New defensive coordinator Rob Ryan has employed a multi-scheme attack that requires players with enough versatility to make it work. The defense spends most of its time in a 4-3 alignment, but is a 3-4 scheme in philosophy.
Ryan needs players that can affect the game from a plethora of positions, and the Saints have just the right personnel to implement his scheme. For a versatile player like Hawthorne, it's a match made in heaven.
Here is Hawthorne lined up at the weak-side linebacker position against the Buffalo Bills. The Bills are in a heavy set and are running a read-option fake, quarterback keeper. Hawthorne's role is to search and destroy as he will be chasing the play down from the backside.
The blocking scheme is executed to perfection, but having a player like Hawthorne can destroy all plans.
At the mesh point, Hawthorne must decipher what's happening quickly. His goal is to not get caught up in the trash. If he does encounter a blocker, he must dispose of him rather than going around him. This is what's called a stack-and-shed technique.
You engage the blocker, and then you get rid of him.

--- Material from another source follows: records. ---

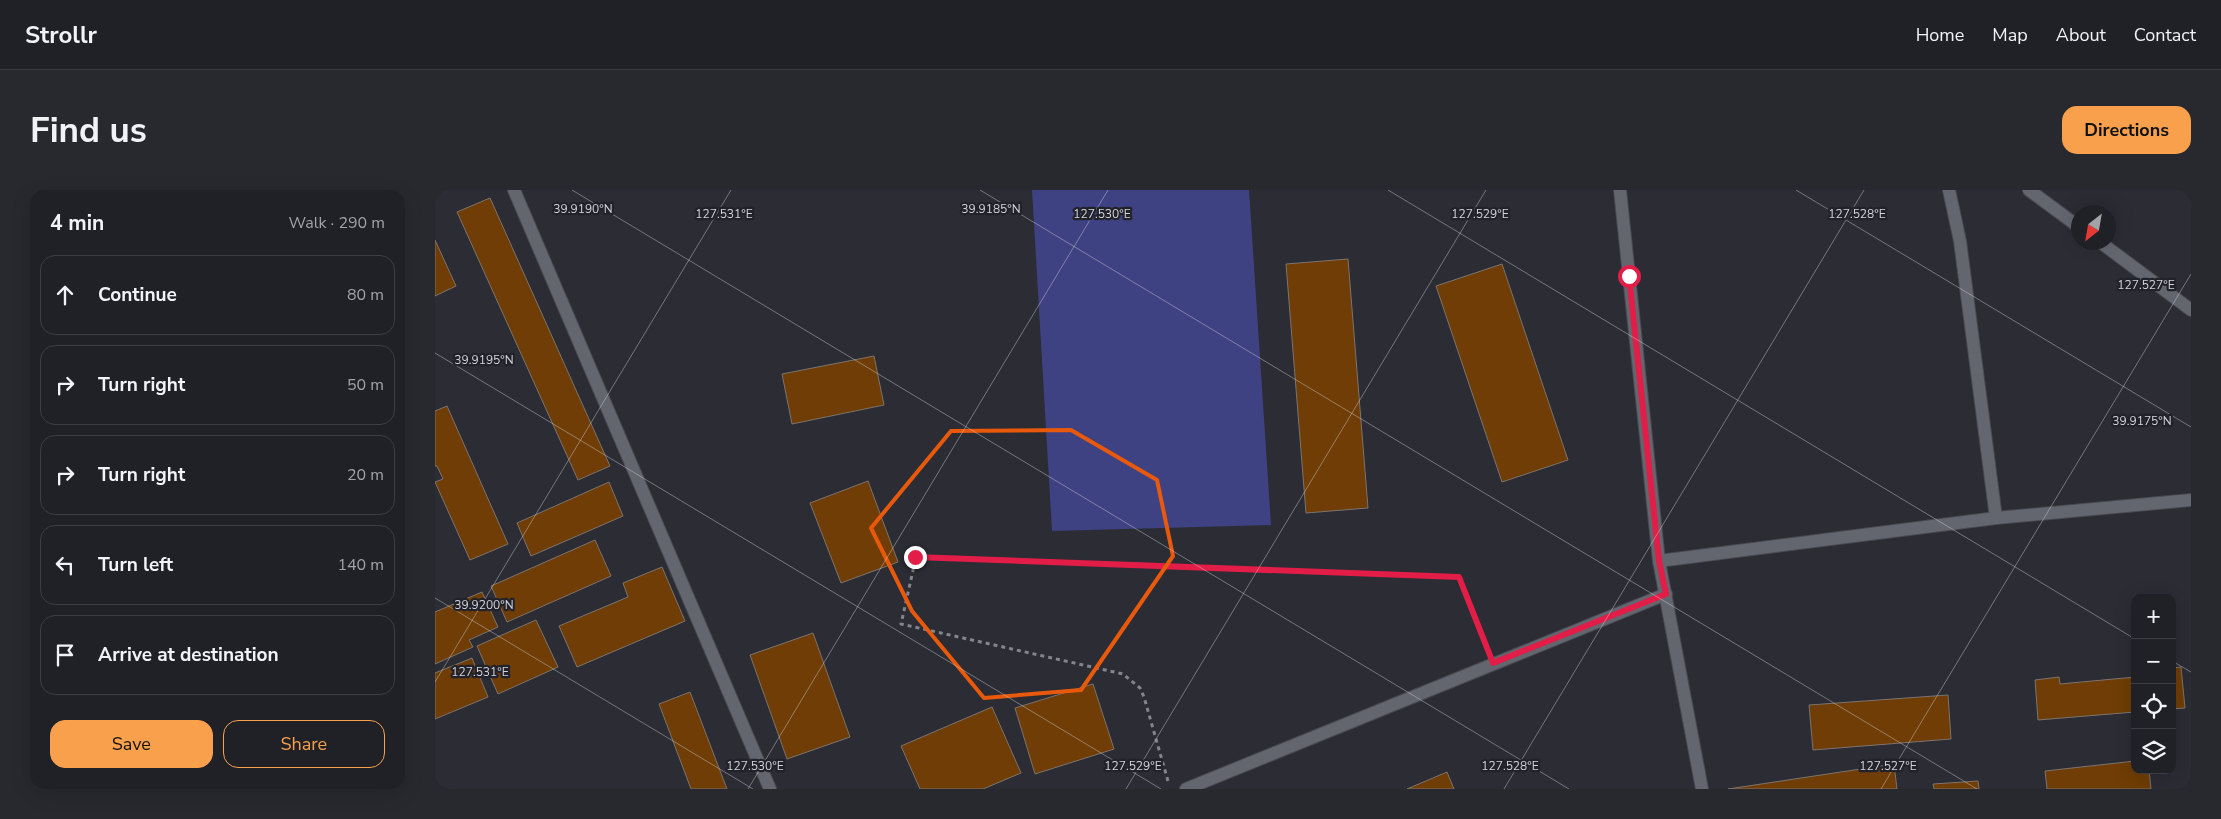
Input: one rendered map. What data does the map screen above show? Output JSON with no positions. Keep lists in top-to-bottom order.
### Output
{
  "north": "bottom left",
  "page": {
    "header": "Strollr",
    "nav": [
      "Home",
      "Map",
      "About",
      "Contact"
    ],
    "buttons": [
      "Directions",
      ["Save", "Share"]
    ],
    "title": "Find us",
    "heading": ["4 min", "Walk · 290 m"],
    "list": [
      ["Continue", "80 m"],
      ["Turn right", "50 m"],
      ["Turn right", "20 m"],
      ["Turn left", "140 m"],
      "Arrive at destination"
    ],
    "map_buttons": ["+", "−"]
  },
  "coordinates": [
    "39.9190°N",
    "39.9185°N",
    "127.530°E",
    "127.529°E",
    "127.531°E",
    "127.528°E",
    "127.527°E",
    "39.9195°N",
    "39.9175°N",
    "39.9200°N"
  ]
}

Here, everyone is engaged with a blocker, or two. It's strictly the will to make a play that will get the job done.
Hawthorne sheds the block and is the only defender free to make a play. He quickly resets and locates the ball.
When Hawthorne spots the target, he's like a heat-seeking missile.
Hawthorne tries to hit through the target. He'll very rarely miss a tackle, because he usually employs perfect technique. He gets his head to the outside of the target, and wraps up on his tackle. There's no substitute for proper technique.
In addition to his superior-tackling prowess, his speed and quickness makes him a factor in the blitz game. You can bet your bottom dollar that Ryan identified Hawthorne's athleticism early in training camp.
In this still, Hawthorne is coming on a delayed blitz. There's not much technique to this; the results are based on pure quickness.
Hawthorne shoots the gap so quickly that the quarterback doesn't have much time to respond. When you have a linebacker that can blitz, cover and form tackle, you have a player to build around. The Saints happen to have two in Lofton and Hawthorne.
Remember those 38 tackles Hawthorne had in 2012? He's already replicated that in only seven games. In addition, he has two sacks and one forced fumble. You can bet he's chomping at the bit to garner an interception—as he twice totaled three in his time in Seattle.
With Lofton (27) and Hawthorne (28) both entering their respective primes, fans of the Black and Gold will enjoy a Batman and Robin-like show for the foreseeable future.
Sure is quite the departure from last season's debacle, isn't it?